[Saved entries]
▬▬▬▬▬▬
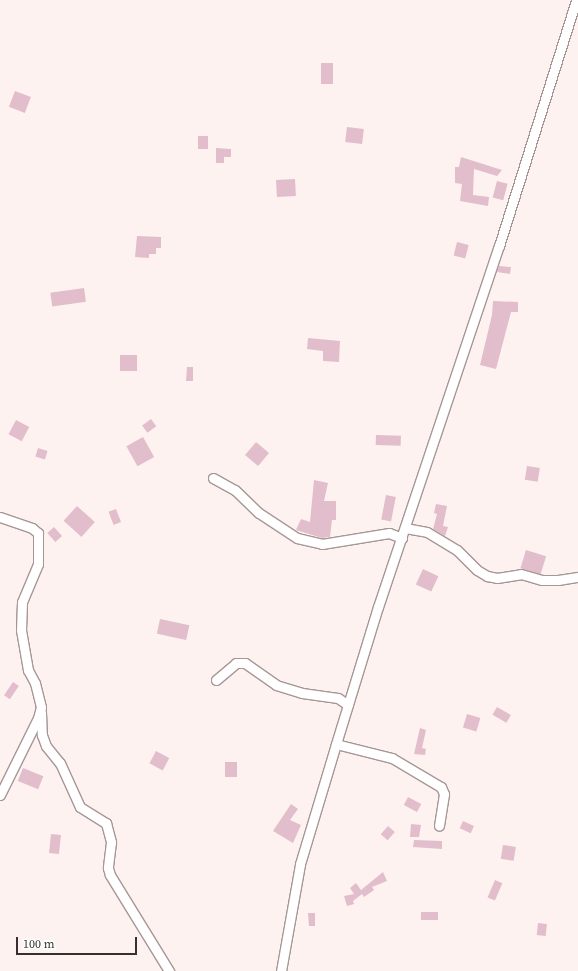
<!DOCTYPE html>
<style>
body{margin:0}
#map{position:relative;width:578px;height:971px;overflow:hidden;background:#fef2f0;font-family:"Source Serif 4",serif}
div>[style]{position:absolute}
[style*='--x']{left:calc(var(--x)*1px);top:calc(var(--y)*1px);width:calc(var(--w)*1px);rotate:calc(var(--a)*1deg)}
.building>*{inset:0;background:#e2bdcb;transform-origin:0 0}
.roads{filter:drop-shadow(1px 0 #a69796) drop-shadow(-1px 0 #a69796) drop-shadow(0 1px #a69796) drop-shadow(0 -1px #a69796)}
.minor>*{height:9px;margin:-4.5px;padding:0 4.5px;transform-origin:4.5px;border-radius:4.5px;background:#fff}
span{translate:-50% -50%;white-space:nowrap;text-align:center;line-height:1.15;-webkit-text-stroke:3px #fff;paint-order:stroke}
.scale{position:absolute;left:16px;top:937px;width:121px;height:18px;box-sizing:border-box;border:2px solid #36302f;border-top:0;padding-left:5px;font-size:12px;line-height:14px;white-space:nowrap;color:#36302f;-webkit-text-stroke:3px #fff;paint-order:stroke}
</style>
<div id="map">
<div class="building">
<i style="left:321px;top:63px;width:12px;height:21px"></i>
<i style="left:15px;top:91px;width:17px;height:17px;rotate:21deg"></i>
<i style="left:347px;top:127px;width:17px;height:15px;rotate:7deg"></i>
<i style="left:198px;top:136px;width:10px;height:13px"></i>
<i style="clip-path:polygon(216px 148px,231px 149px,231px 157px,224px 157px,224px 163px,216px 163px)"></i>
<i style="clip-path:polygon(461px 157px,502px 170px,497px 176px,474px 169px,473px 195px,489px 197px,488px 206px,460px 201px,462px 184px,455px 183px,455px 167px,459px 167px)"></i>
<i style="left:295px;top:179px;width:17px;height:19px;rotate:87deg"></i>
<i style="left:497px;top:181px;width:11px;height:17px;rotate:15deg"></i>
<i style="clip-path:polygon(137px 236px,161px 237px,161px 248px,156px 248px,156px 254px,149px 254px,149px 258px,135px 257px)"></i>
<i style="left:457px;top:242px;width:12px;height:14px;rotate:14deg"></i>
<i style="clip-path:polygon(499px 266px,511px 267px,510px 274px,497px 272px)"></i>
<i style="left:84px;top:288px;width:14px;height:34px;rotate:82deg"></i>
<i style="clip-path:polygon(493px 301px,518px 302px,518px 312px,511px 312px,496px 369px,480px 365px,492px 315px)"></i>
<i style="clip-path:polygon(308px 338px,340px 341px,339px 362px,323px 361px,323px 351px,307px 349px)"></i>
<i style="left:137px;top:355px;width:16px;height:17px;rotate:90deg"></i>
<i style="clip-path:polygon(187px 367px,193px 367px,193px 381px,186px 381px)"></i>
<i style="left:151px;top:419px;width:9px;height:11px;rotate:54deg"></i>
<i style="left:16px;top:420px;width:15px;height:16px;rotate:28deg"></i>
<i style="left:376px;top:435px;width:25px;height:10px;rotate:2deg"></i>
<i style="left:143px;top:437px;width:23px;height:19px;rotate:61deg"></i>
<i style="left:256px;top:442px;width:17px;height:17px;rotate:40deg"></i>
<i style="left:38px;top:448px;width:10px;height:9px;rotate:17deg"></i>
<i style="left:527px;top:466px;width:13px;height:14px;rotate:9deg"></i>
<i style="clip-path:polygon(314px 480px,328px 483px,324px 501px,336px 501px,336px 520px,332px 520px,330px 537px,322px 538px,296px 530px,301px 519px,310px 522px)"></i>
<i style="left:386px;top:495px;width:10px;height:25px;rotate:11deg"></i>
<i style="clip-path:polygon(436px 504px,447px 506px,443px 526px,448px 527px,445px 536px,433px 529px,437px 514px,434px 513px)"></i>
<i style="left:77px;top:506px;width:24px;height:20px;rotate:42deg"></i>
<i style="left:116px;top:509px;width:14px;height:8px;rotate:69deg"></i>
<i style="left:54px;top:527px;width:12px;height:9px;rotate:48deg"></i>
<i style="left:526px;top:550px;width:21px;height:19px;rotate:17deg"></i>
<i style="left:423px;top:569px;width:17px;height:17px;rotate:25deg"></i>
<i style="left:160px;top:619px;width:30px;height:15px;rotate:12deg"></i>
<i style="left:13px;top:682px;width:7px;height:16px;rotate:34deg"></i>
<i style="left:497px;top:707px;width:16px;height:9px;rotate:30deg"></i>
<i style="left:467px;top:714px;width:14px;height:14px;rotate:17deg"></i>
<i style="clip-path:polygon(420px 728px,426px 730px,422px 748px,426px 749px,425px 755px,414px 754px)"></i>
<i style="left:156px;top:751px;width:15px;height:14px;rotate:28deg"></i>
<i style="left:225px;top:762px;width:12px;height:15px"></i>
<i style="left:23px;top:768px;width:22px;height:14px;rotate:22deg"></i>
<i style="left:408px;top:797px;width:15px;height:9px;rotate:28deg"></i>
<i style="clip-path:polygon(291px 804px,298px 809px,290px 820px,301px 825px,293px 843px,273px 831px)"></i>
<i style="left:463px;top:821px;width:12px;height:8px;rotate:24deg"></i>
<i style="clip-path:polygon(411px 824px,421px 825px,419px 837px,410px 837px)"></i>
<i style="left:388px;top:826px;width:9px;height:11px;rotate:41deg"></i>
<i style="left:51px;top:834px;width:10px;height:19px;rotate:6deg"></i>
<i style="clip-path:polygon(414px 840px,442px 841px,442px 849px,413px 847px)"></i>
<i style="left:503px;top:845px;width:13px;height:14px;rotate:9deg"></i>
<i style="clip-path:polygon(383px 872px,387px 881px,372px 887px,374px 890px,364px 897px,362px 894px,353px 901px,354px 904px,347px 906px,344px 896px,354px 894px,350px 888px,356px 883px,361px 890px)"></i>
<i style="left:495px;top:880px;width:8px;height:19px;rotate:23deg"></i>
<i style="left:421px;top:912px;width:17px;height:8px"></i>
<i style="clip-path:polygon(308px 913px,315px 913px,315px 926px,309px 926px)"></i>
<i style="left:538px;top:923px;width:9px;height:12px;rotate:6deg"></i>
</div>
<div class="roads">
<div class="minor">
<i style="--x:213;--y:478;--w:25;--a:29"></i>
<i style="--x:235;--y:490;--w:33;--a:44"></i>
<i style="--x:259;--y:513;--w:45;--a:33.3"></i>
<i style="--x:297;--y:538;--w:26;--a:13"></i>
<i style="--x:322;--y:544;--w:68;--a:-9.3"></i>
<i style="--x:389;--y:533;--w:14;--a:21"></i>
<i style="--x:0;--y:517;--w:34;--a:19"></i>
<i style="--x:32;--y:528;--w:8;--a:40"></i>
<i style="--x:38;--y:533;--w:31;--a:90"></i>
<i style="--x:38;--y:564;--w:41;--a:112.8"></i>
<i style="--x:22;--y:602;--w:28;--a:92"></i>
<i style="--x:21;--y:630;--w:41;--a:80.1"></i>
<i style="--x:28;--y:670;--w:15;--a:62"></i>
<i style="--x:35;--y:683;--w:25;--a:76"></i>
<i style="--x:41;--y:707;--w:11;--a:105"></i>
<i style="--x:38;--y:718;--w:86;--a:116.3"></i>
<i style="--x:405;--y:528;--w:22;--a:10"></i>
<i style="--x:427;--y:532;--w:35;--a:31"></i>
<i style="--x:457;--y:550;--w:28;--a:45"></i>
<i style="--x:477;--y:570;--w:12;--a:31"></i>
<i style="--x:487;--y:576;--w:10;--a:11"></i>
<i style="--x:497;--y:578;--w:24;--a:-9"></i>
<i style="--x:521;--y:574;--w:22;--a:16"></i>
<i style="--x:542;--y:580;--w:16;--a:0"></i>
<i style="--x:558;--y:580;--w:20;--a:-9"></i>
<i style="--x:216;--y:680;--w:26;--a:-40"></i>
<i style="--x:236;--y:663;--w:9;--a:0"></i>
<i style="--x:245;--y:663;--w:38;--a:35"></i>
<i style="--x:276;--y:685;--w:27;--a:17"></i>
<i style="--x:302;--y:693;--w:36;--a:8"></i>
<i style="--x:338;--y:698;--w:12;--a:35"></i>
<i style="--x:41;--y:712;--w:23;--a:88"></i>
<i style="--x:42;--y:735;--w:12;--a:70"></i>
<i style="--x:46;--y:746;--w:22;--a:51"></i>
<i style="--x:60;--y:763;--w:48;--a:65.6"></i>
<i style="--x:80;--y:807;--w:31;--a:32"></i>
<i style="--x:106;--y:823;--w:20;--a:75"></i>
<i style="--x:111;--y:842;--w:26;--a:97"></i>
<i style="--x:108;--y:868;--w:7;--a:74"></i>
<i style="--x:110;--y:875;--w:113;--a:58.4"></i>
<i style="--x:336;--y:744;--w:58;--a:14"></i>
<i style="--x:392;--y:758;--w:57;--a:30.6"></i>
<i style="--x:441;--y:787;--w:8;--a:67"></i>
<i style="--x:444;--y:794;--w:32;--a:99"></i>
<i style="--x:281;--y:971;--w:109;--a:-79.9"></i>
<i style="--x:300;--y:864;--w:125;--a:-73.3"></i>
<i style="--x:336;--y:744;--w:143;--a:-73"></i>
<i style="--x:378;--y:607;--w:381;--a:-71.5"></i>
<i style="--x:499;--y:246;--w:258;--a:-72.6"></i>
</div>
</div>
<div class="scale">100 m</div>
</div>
▬▬▬▬▬▬
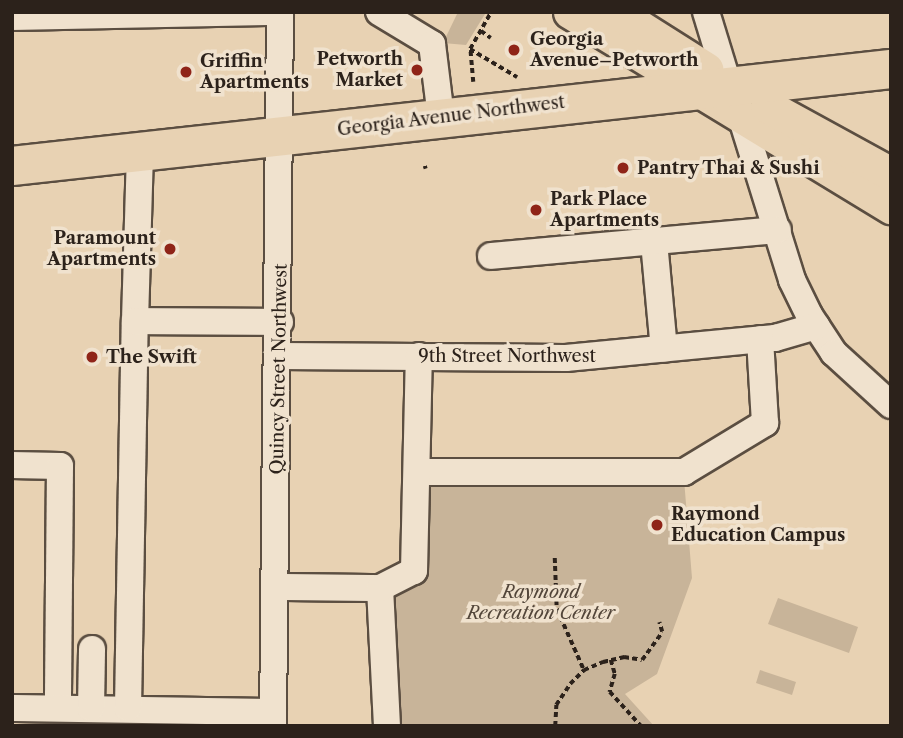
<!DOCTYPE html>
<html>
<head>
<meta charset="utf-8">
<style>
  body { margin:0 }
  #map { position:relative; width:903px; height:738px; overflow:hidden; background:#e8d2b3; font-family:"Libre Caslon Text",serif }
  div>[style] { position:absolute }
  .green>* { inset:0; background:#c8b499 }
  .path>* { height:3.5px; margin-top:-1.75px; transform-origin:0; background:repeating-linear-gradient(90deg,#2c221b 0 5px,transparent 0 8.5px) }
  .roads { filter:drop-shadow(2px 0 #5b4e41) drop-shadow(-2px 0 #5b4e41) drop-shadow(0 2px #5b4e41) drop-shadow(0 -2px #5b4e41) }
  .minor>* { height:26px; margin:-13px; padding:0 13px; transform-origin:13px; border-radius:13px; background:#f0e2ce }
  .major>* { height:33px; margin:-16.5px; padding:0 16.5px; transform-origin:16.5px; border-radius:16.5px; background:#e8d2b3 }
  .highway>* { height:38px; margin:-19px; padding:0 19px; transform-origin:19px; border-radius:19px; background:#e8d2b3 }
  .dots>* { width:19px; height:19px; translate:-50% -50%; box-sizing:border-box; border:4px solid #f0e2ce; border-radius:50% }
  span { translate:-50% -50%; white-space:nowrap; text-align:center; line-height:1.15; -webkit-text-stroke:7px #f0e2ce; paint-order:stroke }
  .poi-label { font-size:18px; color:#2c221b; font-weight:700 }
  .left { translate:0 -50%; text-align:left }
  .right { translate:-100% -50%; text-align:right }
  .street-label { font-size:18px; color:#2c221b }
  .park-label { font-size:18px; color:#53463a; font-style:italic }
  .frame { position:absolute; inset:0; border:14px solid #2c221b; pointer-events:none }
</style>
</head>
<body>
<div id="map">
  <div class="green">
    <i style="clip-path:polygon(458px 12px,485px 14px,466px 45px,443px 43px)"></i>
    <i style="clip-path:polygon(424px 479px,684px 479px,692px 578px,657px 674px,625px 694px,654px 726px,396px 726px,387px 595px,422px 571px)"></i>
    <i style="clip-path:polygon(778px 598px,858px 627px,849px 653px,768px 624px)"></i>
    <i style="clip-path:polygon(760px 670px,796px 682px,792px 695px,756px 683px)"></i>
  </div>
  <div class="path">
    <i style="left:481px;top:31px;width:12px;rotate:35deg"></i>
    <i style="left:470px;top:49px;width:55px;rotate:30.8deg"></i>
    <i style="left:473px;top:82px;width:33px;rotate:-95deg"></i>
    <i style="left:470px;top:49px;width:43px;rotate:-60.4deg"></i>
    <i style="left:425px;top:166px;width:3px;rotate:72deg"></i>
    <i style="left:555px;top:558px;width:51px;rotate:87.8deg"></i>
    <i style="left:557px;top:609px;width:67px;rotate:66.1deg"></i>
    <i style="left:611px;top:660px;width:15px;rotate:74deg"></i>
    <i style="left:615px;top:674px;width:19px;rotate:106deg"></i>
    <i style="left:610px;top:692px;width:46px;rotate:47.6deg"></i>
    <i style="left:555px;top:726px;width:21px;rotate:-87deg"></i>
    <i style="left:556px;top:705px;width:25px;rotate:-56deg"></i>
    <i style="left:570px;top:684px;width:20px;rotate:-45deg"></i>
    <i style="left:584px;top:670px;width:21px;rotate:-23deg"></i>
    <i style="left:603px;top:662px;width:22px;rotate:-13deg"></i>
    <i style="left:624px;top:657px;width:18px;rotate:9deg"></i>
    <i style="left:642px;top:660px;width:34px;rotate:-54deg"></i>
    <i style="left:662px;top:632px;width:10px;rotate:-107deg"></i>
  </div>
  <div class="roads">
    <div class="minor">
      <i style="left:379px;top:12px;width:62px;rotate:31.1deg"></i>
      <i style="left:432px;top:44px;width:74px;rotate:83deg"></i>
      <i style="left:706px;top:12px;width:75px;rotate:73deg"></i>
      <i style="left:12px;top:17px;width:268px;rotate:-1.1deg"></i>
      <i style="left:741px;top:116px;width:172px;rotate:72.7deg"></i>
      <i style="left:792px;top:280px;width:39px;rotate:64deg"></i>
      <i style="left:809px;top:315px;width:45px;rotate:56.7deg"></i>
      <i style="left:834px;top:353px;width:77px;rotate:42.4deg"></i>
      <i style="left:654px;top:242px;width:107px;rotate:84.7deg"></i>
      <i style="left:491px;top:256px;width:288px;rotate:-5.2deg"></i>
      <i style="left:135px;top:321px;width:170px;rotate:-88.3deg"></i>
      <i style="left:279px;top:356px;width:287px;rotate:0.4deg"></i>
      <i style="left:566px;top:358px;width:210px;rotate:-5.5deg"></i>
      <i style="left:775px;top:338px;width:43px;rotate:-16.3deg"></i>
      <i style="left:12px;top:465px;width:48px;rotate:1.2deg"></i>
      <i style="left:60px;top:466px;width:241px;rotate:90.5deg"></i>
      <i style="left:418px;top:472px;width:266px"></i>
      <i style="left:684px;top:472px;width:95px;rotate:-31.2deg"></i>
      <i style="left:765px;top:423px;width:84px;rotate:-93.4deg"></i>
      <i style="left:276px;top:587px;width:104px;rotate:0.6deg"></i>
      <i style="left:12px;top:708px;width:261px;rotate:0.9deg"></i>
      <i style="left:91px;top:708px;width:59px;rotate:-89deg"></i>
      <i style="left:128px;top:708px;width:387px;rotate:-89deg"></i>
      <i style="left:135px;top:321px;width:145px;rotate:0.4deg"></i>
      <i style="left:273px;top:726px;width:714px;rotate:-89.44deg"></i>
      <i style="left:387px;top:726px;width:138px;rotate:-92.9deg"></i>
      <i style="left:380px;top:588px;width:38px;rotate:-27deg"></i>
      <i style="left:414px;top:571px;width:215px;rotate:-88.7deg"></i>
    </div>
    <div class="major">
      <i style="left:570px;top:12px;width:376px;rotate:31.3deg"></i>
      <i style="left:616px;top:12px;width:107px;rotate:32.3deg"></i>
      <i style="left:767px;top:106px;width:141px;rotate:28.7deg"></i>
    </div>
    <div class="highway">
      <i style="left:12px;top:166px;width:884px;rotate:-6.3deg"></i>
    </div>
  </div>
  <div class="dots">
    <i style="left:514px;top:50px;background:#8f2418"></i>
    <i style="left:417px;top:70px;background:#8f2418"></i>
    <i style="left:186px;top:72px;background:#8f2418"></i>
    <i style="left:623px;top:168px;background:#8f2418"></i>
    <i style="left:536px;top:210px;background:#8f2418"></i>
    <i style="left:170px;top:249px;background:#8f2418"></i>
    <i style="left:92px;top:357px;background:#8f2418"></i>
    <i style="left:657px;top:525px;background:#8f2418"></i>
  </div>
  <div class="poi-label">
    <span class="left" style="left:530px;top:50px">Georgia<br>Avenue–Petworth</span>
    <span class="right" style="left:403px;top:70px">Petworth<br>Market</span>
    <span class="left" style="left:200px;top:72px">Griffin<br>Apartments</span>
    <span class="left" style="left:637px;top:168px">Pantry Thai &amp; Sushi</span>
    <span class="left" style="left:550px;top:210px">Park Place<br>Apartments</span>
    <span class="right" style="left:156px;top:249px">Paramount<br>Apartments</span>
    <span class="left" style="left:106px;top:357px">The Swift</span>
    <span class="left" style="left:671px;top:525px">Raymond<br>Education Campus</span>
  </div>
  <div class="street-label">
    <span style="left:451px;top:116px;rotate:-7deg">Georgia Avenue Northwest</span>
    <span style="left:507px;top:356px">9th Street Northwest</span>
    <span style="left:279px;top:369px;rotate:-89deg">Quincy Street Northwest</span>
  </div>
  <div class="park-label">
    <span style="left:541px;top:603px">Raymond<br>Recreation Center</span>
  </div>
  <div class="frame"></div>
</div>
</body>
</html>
▬▬▬▬▬▬
• **PROBLEM REQUIREMENTS**
From the data above, say how many lines include "hidden", and write nothing but the number.

• **SOLUTION FOR THIS EXERCISE**
2